Re: Retrieving the network namespace of a socket

From: Christian Brauner
Date: Thu Oct 21 2021 - 05:20:56 EST


On Wed, Oct 20, 2021 at 07:24:57PM +0000, Sargun Dhillon wrote:
> On Wed, Oct 20, 2021 at 04:34:18PM +0000, Sargun Dhillon wrote:
> > On Wed, Oct 20, 2021 at 05:03:56PM +0300, Sergey Ryazanov wrote:
> > > Hello Sargun,
> > >
> > > On Wed, Oct 20, 2021 at 12:57 PM Sargun Dhillon <sargun@xxxxxxxxx> wrote:
> > > > I'm working on a problem where I need to determine which network namespace a
> > > > given socket is in. I can currently bruteforce this by using INET_DIAG, and
> > > > enumerating namespaces and working backwards.
> > >
> > > Namespace is not a per-socket, but a per-process attribute. So each
> > > socket of a process belongs to the same namespace.
> > >
> > > Could you elaborate what kind of problem you are trying to solve?
> > > Maybe there is a more simple solution. for it.
> > >
> > > --
> > > Sergey
> >
> > That's not entirely true. See the folowing code:
> >
> > int main() {
> > int fd1, fd2;
> > fd1 = socket(AF_INET, SOCK_STREAM, 0);
> > assert(fd1 >= 0);
> > assert(unshare(CLONE_NEWNET) == 0);
> > fd2 = socket(AF_INET, SOCK_STREAM, 0);
> > assert(fd2 >= 0);
> > }
> >
> > fd1 and fd2 have different sock_net.
> >
> > The context for this is:
> > https://linuxplumbersconf.org/event/11/contributions/932/
> >
> > We need to figure out, for a given socket, if it has reachability to a given IP.
>
> So, I was lazy / misread documentation.
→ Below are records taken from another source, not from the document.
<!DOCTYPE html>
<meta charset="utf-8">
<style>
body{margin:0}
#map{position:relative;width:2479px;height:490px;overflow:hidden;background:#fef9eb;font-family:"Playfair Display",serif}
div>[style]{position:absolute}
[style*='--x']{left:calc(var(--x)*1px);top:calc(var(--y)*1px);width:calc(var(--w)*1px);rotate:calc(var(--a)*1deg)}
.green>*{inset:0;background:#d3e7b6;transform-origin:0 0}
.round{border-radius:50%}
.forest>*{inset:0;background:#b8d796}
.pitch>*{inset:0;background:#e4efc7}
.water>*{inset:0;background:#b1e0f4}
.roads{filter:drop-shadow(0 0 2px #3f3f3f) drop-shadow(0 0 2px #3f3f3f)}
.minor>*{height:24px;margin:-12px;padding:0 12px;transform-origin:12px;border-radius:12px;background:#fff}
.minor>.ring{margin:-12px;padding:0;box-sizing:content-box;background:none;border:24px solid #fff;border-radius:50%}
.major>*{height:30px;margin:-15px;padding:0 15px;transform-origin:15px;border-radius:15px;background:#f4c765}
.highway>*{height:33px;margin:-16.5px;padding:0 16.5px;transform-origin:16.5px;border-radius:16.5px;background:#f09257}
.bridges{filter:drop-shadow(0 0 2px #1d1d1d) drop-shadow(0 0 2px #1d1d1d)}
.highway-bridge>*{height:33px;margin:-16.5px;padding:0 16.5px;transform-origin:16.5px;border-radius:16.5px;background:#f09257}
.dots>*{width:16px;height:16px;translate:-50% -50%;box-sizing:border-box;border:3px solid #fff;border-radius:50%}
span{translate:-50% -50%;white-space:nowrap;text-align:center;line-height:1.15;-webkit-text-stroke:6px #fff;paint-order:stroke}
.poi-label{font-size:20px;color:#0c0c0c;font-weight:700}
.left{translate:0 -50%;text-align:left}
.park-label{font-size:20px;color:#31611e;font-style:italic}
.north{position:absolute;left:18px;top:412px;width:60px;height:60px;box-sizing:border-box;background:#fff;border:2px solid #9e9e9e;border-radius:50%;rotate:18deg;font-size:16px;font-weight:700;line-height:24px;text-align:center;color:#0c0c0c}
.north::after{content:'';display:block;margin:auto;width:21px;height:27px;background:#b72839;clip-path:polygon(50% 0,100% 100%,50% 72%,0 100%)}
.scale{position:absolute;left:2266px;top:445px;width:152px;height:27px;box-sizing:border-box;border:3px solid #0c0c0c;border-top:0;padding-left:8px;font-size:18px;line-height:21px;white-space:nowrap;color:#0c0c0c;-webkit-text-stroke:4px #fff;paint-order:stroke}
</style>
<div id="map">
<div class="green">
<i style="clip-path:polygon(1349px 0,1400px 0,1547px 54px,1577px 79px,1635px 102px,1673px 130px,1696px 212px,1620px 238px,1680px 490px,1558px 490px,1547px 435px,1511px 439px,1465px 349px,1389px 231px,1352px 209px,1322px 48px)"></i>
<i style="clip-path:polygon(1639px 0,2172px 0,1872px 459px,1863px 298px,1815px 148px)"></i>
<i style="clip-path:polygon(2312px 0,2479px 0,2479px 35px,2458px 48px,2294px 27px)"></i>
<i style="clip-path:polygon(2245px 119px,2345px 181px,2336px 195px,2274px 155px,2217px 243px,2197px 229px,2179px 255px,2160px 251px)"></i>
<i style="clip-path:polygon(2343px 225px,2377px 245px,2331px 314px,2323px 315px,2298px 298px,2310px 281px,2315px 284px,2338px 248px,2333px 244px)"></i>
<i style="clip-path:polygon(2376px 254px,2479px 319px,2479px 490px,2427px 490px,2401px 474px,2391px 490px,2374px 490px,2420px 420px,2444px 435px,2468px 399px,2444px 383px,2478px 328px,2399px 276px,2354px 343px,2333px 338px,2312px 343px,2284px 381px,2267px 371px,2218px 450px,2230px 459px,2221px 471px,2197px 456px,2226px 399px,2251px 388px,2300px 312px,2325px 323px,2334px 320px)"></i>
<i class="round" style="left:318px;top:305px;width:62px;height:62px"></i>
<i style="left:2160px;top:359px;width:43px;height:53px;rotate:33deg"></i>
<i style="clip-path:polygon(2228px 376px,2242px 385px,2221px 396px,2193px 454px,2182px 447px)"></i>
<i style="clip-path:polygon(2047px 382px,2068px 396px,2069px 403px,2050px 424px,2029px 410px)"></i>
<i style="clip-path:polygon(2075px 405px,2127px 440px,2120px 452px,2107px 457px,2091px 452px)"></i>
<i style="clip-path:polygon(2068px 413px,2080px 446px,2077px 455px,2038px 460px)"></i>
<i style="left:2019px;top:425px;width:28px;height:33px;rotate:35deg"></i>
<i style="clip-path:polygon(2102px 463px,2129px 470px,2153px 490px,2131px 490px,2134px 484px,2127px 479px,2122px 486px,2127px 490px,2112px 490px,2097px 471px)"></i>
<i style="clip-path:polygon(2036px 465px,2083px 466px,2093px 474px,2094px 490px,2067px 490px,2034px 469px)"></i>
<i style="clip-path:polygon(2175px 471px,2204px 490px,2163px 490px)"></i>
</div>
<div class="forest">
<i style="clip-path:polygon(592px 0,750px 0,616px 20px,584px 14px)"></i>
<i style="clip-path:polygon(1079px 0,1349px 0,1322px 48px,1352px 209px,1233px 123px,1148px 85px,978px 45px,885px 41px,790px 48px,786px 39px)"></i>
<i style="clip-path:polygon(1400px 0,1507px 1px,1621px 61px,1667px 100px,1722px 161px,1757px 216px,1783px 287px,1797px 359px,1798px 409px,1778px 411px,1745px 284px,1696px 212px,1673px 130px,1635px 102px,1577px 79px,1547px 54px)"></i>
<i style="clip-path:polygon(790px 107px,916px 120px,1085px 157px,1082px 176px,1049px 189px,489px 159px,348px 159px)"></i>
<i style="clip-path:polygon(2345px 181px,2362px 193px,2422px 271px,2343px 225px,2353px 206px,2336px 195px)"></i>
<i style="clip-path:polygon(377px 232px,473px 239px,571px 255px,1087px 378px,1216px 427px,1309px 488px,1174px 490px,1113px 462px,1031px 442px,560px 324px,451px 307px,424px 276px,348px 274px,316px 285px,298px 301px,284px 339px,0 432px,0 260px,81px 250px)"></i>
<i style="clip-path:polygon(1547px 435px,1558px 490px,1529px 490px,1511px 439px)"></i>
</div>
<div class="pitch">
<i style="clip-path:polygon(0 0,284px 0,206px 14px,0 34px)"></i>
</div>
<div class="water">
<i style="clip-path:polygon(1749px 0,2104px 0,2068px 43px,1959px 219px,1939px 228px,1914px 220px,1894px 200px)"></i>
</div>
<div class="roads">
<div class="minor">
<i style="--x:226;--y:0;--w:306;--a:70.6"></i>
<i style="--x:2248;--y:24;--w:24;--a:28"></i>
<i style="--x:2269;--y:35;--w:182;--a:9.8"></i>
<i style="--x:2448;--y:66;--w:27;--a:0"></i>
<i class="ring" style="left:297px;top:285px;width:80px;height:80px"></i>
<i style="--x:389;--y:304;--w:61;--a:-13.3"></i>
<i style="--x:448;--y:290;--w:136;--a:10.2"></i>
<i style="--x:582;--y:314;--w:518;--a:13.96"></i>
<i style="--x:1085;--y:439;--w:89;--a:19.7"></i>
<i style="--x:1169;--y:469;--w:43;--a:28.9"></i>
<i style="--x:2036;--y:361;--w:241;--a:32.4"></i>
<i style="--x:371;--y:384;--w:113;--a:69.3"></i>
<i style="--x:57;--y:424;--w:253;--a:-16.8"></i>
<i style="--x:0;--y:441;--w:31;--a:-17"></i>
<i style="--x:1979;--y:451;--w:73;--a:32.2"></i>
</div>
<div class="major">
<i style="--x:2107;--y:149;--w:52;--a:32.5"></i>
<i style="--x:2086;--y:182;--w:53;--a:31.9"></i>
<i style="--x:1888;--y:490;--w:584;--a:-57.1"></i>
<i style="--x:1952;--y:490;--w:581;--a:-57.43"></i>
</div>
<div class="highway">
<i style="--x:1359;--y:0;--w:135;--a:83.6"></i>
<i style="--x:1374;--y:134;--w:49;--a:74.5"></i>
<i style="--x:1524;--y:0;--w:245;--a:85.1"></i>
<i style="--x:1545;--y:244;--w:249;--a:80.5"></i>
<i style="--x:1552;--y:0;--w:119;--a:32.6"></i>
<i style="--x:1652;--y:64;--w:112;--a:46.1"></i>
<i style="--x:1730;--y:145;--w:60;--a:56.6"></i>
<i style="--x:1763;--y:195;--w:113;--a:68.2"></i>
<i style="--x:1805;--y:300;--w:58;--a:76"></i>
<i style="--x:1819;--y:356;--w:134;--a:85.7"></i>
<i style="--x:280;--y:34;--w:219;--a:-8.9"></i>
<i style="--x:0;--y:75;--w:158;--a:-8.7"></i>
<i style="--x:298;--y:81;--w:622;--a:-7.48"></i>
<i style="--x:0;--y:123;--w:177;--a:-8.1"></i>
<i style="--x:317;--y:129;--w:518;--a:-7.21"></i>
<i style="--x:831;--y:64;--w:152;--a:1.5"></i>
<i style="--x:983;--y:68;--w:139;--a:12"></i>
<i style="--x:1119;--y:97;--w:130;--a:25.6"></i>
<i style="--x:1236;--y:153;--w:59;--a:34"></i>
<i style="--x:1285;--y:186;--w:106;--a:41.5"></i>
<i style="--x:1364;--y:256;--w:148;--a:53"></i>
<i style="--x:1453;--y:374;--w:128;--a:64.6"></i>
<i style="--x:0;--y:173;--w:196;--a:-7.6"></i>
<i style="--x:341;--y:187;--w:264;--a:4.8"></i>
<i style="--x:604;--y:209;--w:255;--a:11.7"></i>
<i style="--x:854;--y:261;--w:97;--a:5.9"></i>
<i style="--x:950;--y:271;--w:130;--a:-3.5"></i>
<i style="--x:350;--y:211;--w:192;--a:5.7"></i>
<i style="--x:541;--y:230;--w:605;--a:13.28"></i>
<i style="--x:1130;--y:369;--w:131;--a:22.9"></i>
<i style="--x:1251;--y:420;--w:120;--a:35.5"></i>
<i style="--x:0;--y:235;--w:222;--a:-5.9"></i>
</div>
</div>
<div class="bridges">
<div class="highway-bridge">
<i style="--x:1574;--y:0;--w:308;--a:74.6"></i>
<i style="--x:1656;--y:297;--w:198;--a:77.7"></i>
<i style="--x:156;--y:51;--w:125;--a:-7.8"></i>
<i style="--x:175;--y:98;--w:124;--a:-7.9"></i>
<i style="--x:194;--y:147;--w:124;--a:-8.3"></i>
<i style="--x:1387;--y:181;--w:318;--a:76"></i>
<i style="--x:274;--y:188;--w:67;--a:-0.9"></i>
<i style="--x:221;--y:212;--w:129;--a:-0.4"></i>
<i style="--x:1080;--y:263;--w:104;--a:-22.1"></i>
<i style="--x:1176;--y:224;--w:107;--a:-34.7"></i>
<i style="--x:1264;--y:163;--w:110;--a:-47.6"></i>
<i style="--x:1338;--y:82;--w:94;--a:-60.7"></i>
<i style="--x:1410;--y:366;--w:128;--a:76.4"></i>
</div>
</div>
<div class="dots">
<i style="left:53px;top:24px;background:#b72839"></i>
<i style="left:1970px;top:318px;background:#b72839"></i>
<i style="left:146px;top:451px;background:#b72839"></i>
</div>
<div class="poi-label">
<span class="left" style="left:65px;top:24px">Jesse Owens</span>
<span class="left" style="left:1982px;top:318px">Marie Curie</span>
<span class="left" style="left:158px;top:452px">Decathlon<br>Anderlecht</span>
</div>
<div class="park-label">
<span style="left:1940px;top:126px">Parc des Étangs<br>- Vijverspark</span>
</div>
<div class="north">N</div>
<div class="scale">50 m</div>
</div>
It turns out SIOCGSKNS does exactly
> what I need.

I was about to reply with this. :) It's heavily used in CRIU and we use
it in LXC/LXD as well.

>
> Nonetheless, it's a little weird and awkward that it is exists. I was wondering
> if this functionality made sense as part of kcmp. I wrote up a quick patch
> to see if anyone was interested:

Per se I don't see a reason why this shouldn't exist as an extension to
kcmp(). It seems useful.

>
> diff --git a/include/uapi/linux/kcmp.h b/include/uapi/linux/kcmp.h
> index ef1305010925..d6b9c3923d20 100644
> --- a/include/uapi/linux/kcmp.h
> +++ b/include/uapi/linux/kcmp.h
> @@ -14,6 +14,7 @@ enum kcmp_type {
> KCMP_IO,
> KCMP_SYSVSEM,
> KCMP_EPOLL_TFD,
> + KCMP_NETNS,
>
> KCMP_TYPES,
> };
> diff --git a/kernel/kcmp.c b/kernel/kcmp.c
> index 5353edfad8e1..8fadae4b588f 100644
> --- a/kernel/kcmp.c
> +++ b/kernel/kcmp.c
> @@ -18,6 +18,8 @@
> #include <linux/file.h>
>
> #include <asm/unistd.h>
> +#include <net/net_namespace.h>
> +#include <net/sock.h>
>
> /*
> * We don't expose the real in-memory order of objects for security reasons.
> @@ -132,6 +134,58 @@ static int kcmp_epoll_target(struct task_struct *task1,
> }
> #endif
>
> +#ifdef CONFIG_NET
> +static int __kcmp_netns_target(struct task_struct *task1,
> + struct task_struct *task2,
> + struct file *filp1,
> + struct file *filp2)
> +{
> + struct socket *sock1, *sock2;
> + struct net *net1, *net2;
> +
> + sock1 = sock_from_file(filp1);
> + sock2 = sock_from_file(filp1);
> + if (!sock1 || !sock2)
> + return -ENOTSOCK;
> +
> + net1 = sock_net(sock1->sk);
> + net2 = sock_net(sock2->sk);
> +
> + return kcmp_ptr(net1, net2, KCMP_NETNS);
> +}
> +
> +static int kcmp_netns_target(struct task_struct *task1,
> + struct task_struct *task2,
> + unsigned long idx1,
> + unsigned long idx2)
> +{
> + struct file *filp1, *filp2;
> +
> + int ret = -EBADF;
> +
> + filp1 = fget_task(task1, idx1);
> + if (filp1) {
> + filp2 = fget_task(task2, idx2);
> + if (filp2) {
> + ret = __kcmp_netns_target(task1, task2, filp1, filp2);
> + fput(filp2);
> + }
> +
> + fput(filp1);
> + }
> +
> + return ret;
> +}
> +#else
> +static int kcmp_netns_target(struct task_struct *task1,
> + struct task_struct *task2,
> + unsigned long idx1,
> + unsigned long idx2)
> +{
> + return -EOPNOTSUPP;
> +}
> +#endif
> +
> SYSCALL_DEFINE5(kcmp, pid_t, pid1, pid_t, pid2, int, type,
> unsigned long, idx1, unsigned long, idx2)
> {
> @@ -206,6 +260,9 @@ SYSCALL_DEFINE5(kcmp, pid_t, pid1, pid_t, pid2, int, type,
> case KCMP_EPOLL_TFD:
> ret = kcmp_epoll_target(task1, task2, idx1, (void *)idx2);
> break;
> + case KCMP_NETNS:
> + ret = kcmp_netns_target(task1, task2, idx1, idx2);
> + break;
> default:
> ret = -EINVAL;
> break;
>